Low borrowing costs and home prices that remain about 30 percent lower, on average, than peaks set four years ago, are tonic for an otherwise struggling U.S. housing market.
Home sales have fallen precipitously since the April 30 finish for buyer tax credits of up to $8,000. Buyers sped up purchases to meet the deadline, robbing from summer sales, and assuring a market that bounces along the bottom through the year.
Pending home sales contracts plummeted by a surprisingly large 30 percent in May, the National Association of Realtors reported on Thursday.
Fixed 30-year mortgage rates fell to 4.58 percent in the week ended July 1, the lowest since Freddie Mac record keeping began in 1971. The prior low was 4.69 percent the prior week, well below 5.32 percent a year ago.
Freddie Mac has revised its forecast for 30-year mortgage rates down to a range of 4-3/4 to 5 percent for the second half of the year, having predicted in January that rates could hit 6 percent by year-end.
Interest rates on fixed-rate mortgages and the 5-year hybrid ARM fell once again to all-time record lows this week in a period where the economy struggles to gain momentum and inflation remains very low, said Frank Nothaft, Freddie Mac chief economist.
With affordability high, the low in home sales after the tax credit should not be as low as it was in December and January, he said.

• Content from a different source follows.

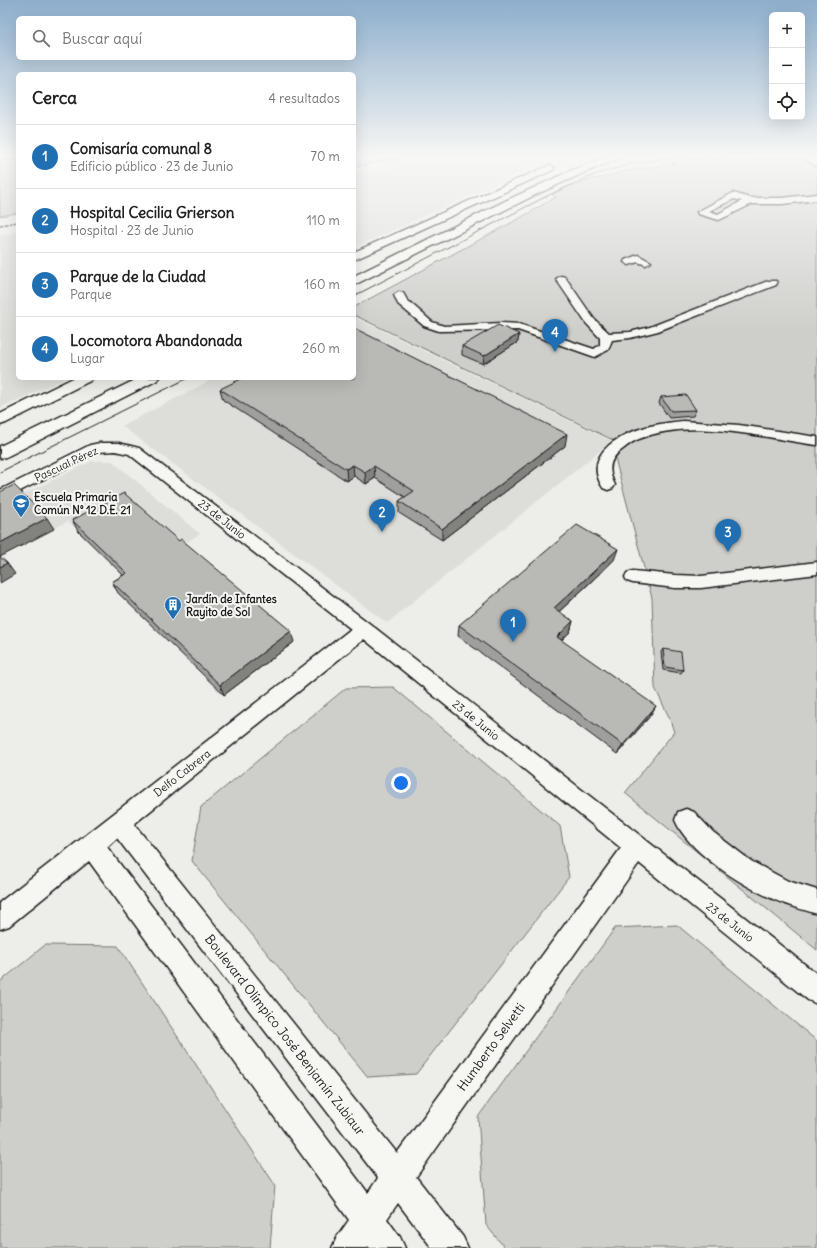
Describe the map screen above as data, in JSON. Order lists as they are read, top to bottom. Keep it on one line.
{"streets":{"street":["Pascual Pérez","23 de Junio","Delfo Cabrera","Boulevard Olímpico José Benjamín Zubiaur","Humberto Selvetti"]},"crossings":[["Pascual Pérez","23 de Junio"],["23 de Junio","Delfo Cabrera"],["23 de Junio","Humberto Selvetti"],["Delfo Cabrera","Boulevard Olímpico José Benjamín Zubiaur"],["Boulevard Olímpico José Benjamín Zubiaur","Humberto Selvetti"]],"places":{"school or university":["Escuela Primaria Común N° 12 D.E. 21"],"building":["Jardín de Infantes Rayito de Sol"]},"page":{"map_buttons":["+","−"],"search":"Buscar aquí","heading":["Cerca","4 resultados"],"list":[{"mark":"1","name":"Comisaría comunal 8","note":"Edificio público · 23 de Junio","value":"70 m"},{"mark":"2","name":"Hospital Cecilia Grierson","note":"Hospital · 23 de Junio","value":"110 m"},{"mark":"3","name":"Parque de la Ciudad","note":"Parque","value":"160 m"},{"mark":"4","name":"Locomotora Abandonada","note":"Lugar","value":"260 m"}],"pins":["4","2","3","1"]}}
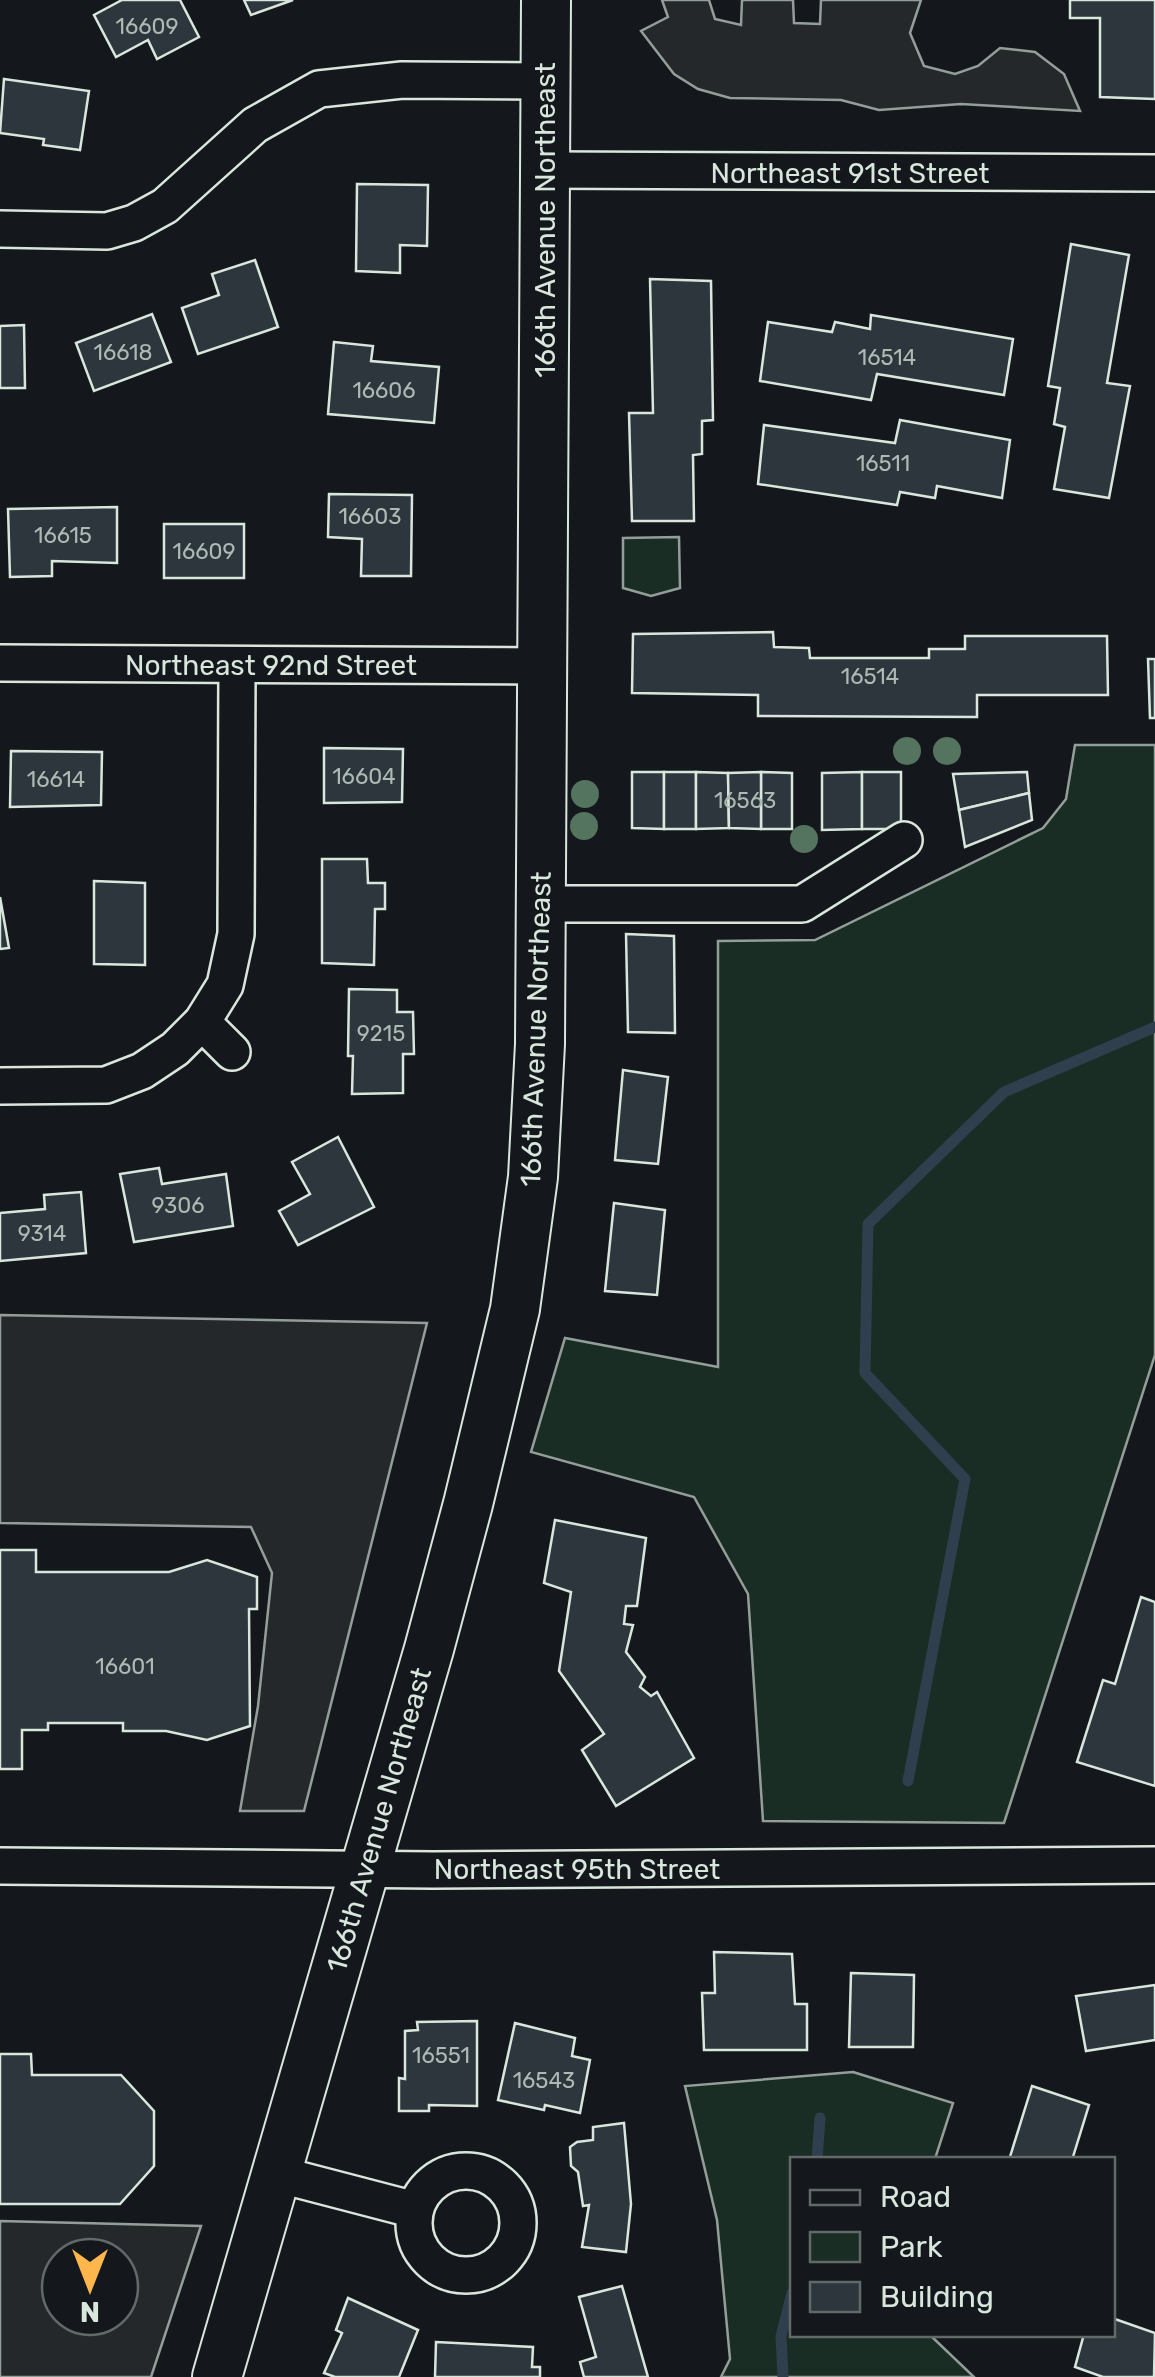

Low inflation, concerns about euro zone markets and the U.S. economy have driven investors into the safety of Treasury securities. That has sent down yields on bonds used to peg home loan rates.
Certainly the risk of a double-dip is a little bit greater now than it was a couple of months ago, but our expectation is that we'll see a continuation of a modest economic recovery, Nothaft said in an interview.
All loan rates except the 1-year Treasury-indexed adjustable-rate mortgage that Freddie Mac tracks set new lows in the latest week. The average 1-year ARM rose just 0.03 of a percentage point to 3.80 percent, still down sharply from 4.94 percent a year ago.
The average 15-year home loan rate dropped to 4.04 percent from 4.13 percent a week ago and 4.77 percent a year ago.
Sliding mortgage rates have stirred demand for homeowners to shave payments by refinancing.
Applications for refis jumped 12.6 percent last week to the highest level since May 2009, and represented nearly 77 percent of all loan requests, the Mortgage Bankers Association said on Wednesday.
Still, the industry group's applications index was just about half the level seen in the spring of 2009 and purchase demand hovered near a 13-year low.
Many borrowers who could refinance already have done so when rates approached current levels.
They don't have sufficient financial incentive at this juncture to refinance again at this time, said Nothaft.
Others may not meet lender requirements.
As for home purchases, unemployment near 10 percent and record foreclosures remain heavy headwinds to a robust housing rebound.